I guess everyone has stuff in their past that needs healing. Some things are harder to heal from than others. One thing God is teaching me is it takes time and effort to heal. It's not for the faint-of-heart. And I also don't know how people are healed without God to help with the process. I felt like God was telling me this past week that I need to take an additional step towards healing from my past. Counseling. As with painful things in the past the thing we want to do is just bury it and pretend everything is all better. It's hard to bring everything back up but I'm finding out that I probably need to do a more thorough job of this to heal more completely. I know it doesn't mean I won't ever deal with my past again, but I think its needed for more complete healing. I feel like God has healed a ton in me but I know he also wants me to use other people to help further this process. So I sent this email to a friend who I knew was a counselor so we'll see where it goes:
I don't really know how to go about this so here goes nothing. I was sharing some stuff with Ben about a hard day I had last week where some stuff from my past was revisiting me yet again. This is stuff that I feel very much healed from by God but at the same time I get this feeling that I need something more...like maybe counseling.
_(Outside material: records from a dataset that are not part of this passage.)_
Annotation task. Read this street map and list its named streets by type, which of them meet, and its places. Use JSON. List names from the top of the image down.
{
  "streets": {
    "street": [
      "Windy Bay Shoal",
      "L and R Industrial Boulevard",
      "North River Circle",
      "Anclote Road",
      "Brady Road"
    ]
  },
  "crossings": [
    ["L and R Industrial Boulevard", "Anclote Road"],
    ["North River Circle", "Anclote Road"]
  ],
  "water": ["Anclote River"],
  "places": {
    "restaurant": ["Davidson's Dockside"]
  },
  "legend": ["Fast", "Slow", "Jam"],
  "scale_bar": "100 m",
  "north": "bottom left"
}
I really hesitate to do this because I have dealt with this crap for so long that I don't want to have to more, but as I'm sure you know with these things you have to deal with everything before you can expect to start dealing with it less. I thought I dealt with all of it, but it seems I didn't. And maybe I need a professional to help me with the rest of it. That's where you come in. When I was sharing this with Ben both of us thought of you. We both trust you and feel like you would be able to help. Now, of course I understand if you have rules in this and can't know your client in other areas of life. I would probably prefer you, but I understand if you need to refer me to someone else. Thanks for taking the time to read this. Please let me know what you think my next step should be.
So, my past baggage? It was an inappropriate relationship with my Jr. High youthpastor that lasted from age 12-16. Nothing extreme, but enough to mess me up in ways I don't even know how to articulate. I think I'm more and more realizing that in order to be all God wants me to be I need to face this and take care of it. And part of that means coming to grips with how much this affected me.